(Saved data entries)
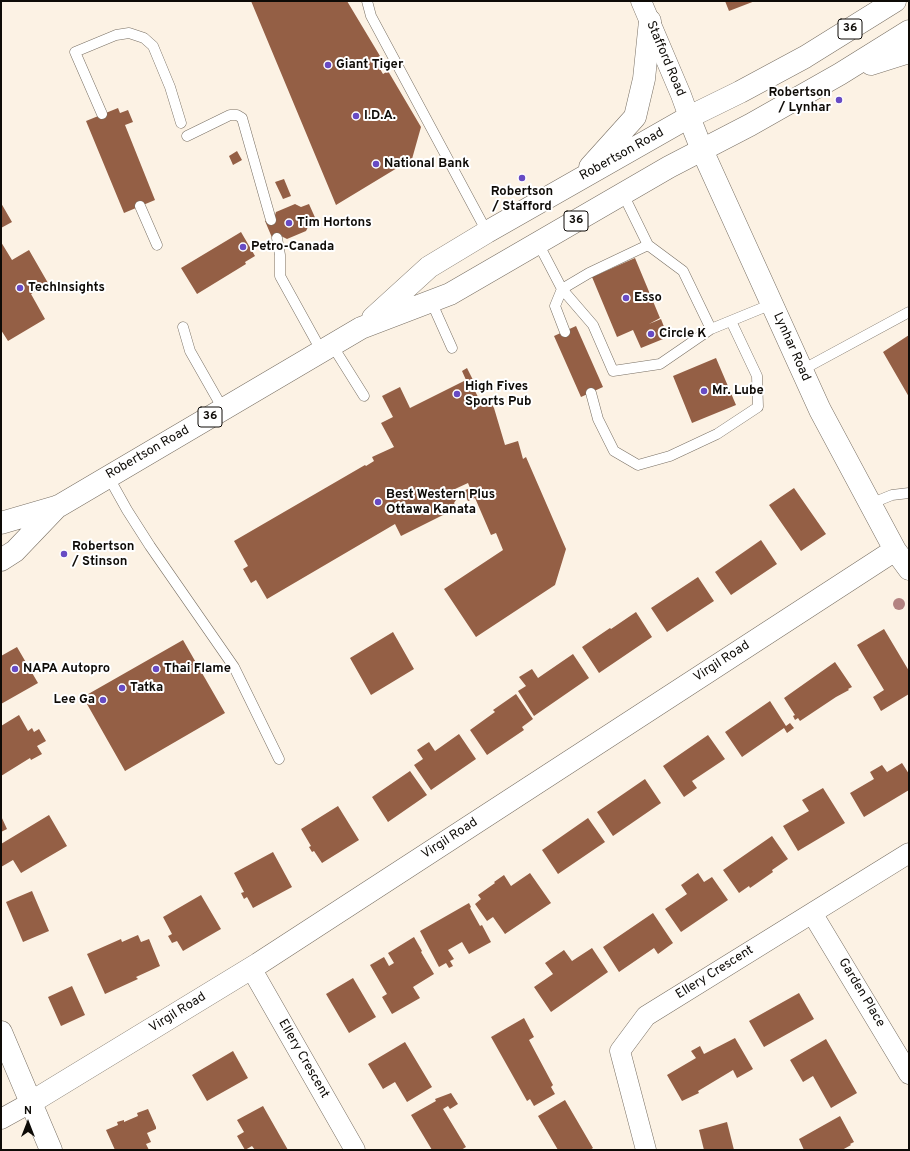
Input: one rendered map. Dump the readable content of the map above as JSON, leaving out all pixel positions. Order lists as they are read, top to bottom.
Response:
{
  "streets": {
    "main road": [
      "36",
      "Robertson Road",
      "Lynhar Road",
      "Virgil Road"
    ],
    "street": ["Stafford Road", "Ellery Crescent", "Garden Place"]
  },
  "crossings": [
    ["Stafford Road", "Robertson Road"],
    ["Stafford Road", "Lynhar Road"],
    ["Robertson Road", "Lynhar Road"],
    ["Lynhar Road", "Virgil Road"],
    ["Virgil Road", "Ellery Crescent"],
    ["Ellery Crescent", "Garden Place"]
  ],
  "places": [
    "Giant Tiger",
    "Robertson / Lynhar",
    "I.D.A.",
    "National Bank",
    "Robertson / Stafford",
    "Tim Hortons",
    "Petro-Canada",
    "TechInsights",
    "Esso",
    "Circle K",
    "Mr. Lube",
    "High Fives Sports Pub",
    "Best Western Plus Ottawa Kanata",
    "Robertson / Stinson",
    "NAPA Autopro",
    "Thai Flame",
    "Tatka",
    "Lee Ga"
  ],
  "north": "top"
}
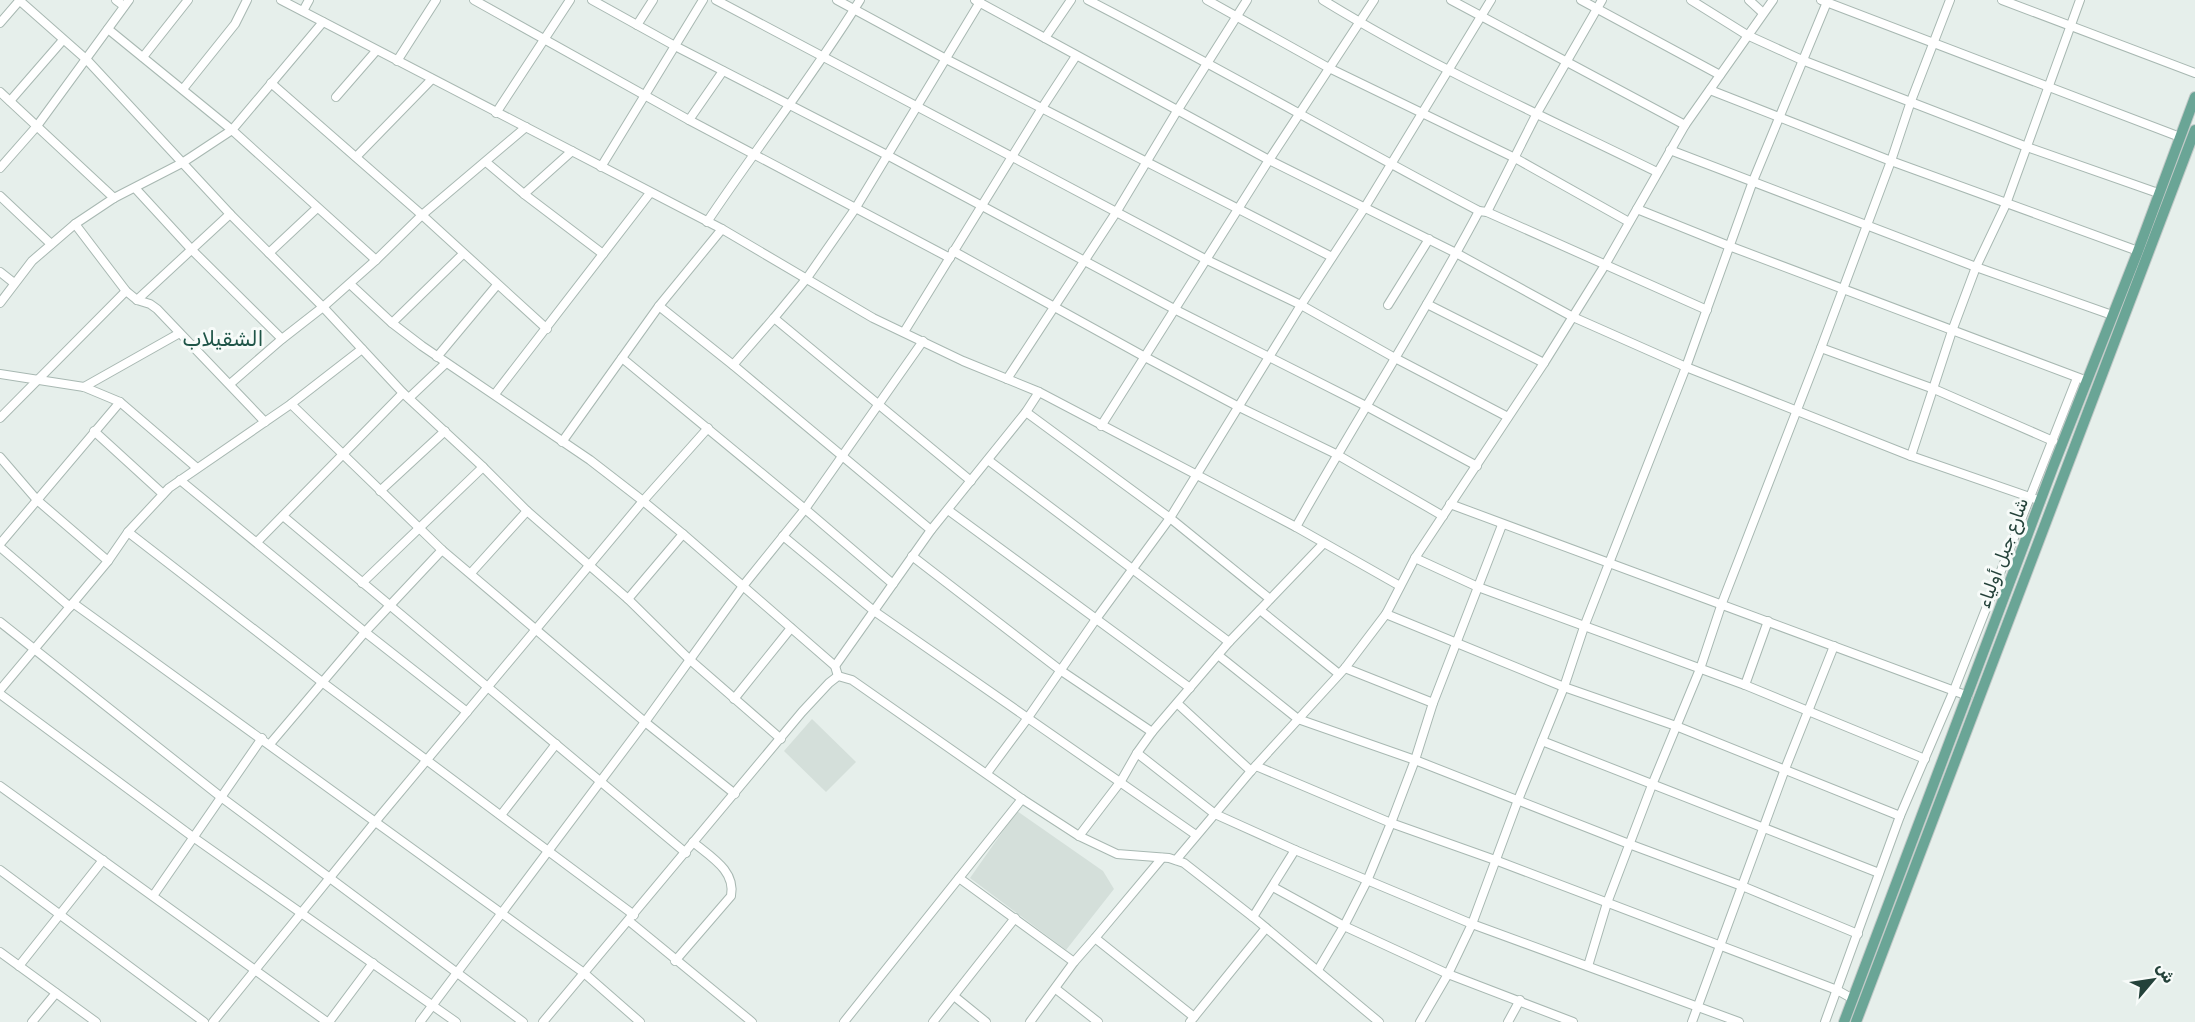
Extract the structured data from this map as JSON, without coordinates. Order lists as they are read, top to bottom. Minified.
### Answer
{"streets":{"main road":["شارع جبل أولياء"]},"districts":["الشقيلاب"],"north":"top right"}
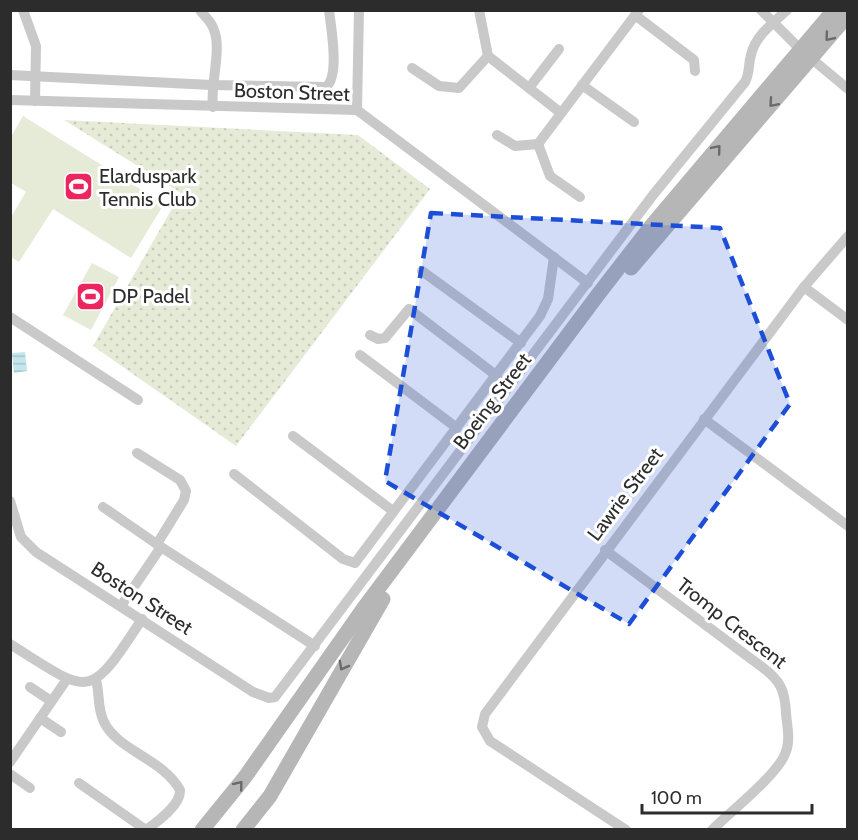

[WORK ITEM] Return each line from the records that includes the word "read".

[RESPONSE BOX]
Input: one rendered map. Dump the readable content of the map above as JSON, leaving out all pixel positions. Order lists as they are read, top to bottom.
Extract the structured data from this map as JSON, without coordinates. Order lists as they are read, top to bottom. Minified.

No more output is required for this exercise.